This is a substantial biography of one of most iconic 20th century artists and a genuine feminist icon. Celia, after all, is an author who knows her stuff, given that she is a Professor on modern American and contemporary art at the University of San Francisco.
Ostensibly, the book focuses on Frida’s visit to the United States where, across three years, she not only established herself as a figure of fascination for the media and those in artistic circles, but during which time she also emerged from the vast shadow cast by her on her own terms as an artist – but also this was a period where the marital strains between these two icons and egos became too much to bear.
“Frida and Diego’s relationship was also buckling, but it wasn’t due to a lack of money or creature comforts. The emotional constraints of living in a foreign country where all eyes were focused on Diego and where Frida had to minor her behaviour and words had taken a toll.”

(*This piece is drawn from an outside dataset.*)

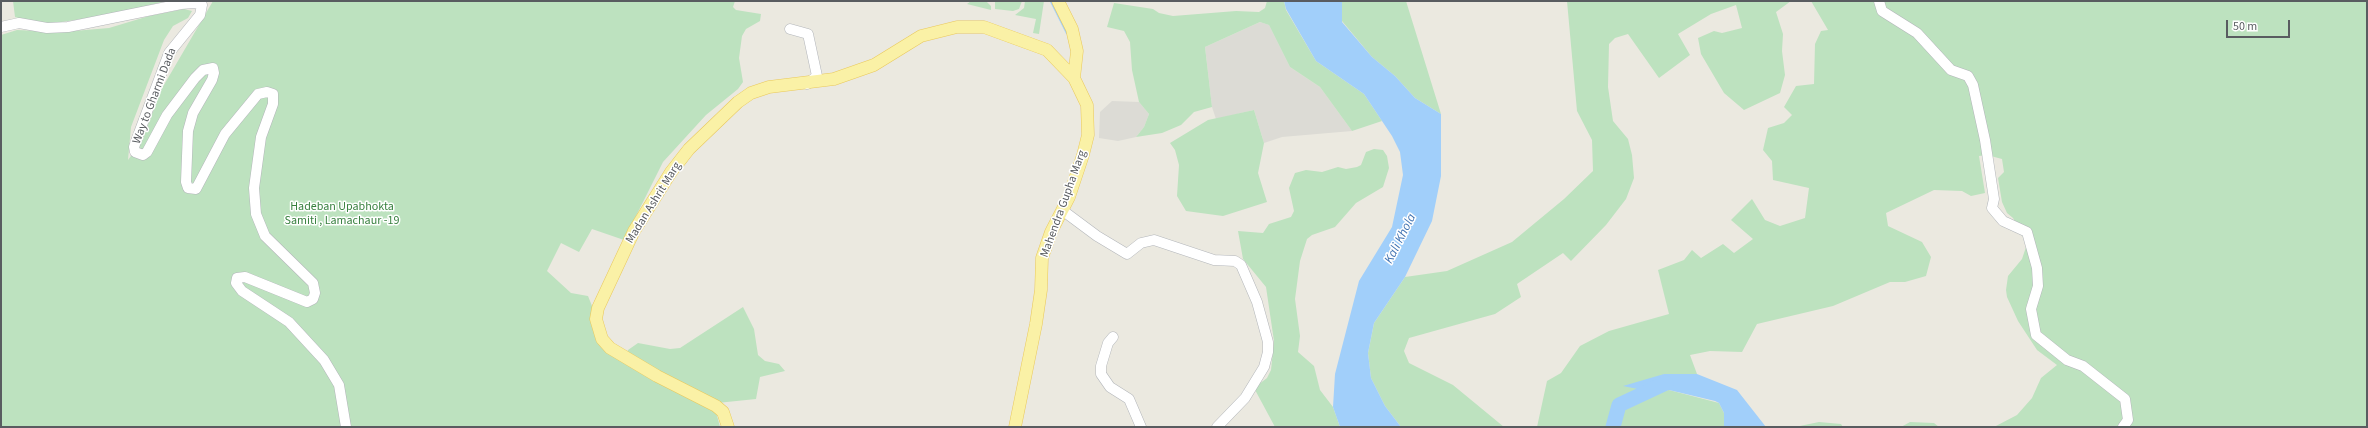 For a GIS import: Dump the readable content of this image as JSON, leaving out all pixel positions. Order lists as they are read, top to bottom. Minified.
{"streets":{"main road":["Madan Ashrit Marg","Mahendra Gupha Marg"],"street":["Way to Gharmi Dada"]},"crossings":[["Madan Ashrit Marg","Mahendra Gupha Marg"]],"water":["Kali Khola"],"parks":["Hadeban Upabhokta Samiti , Lamachaur -19"],"scale_bar":"50 m"}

However, this 450-page biography is so much more as, after all, what is studying Frida without focusing on her formative years and her artistic output as well as her personal life? And Celia does both justice with the first 100 pages dedicated to Frida’s childhood – the influence of her father, her traumatic accident, and her fascination with identity – before moving on to examine how the USA and her time there influenced both her work and her life.
There are some fantastic passages in here; I particularly loved learning more about the friendship between Frida and Georgia O’Keeffe, understanding what art Frida was drawn to – who and what influenced her – and how she found herself in conflict with the Western art world, which was so often racist, sycophantic and false.
“In San Francisco, Frida had posed for Imogen and Edward, looking regal, intelligent, engaged and beautiful, albeit with hints of the “noble savage” in the way she was portrayed by those artists.”
Frida was an undeniably complex woman and Celia captures much of that internal and external conflict here but I respected her reluctance to spend too much gossiping about Frida’s personal life, instead focusing on how any relationship impacted on her art (it’s worth noting that I read this book with a copy of Frida Kahlo: Masterpieces alongside as Celia goes into great detail on the composition of Frida’s works, explaining their messages and the context in which each painting was created and finished).
This is a book that puts Frida the artist front and centre – and it is a most welcome book for doing just that.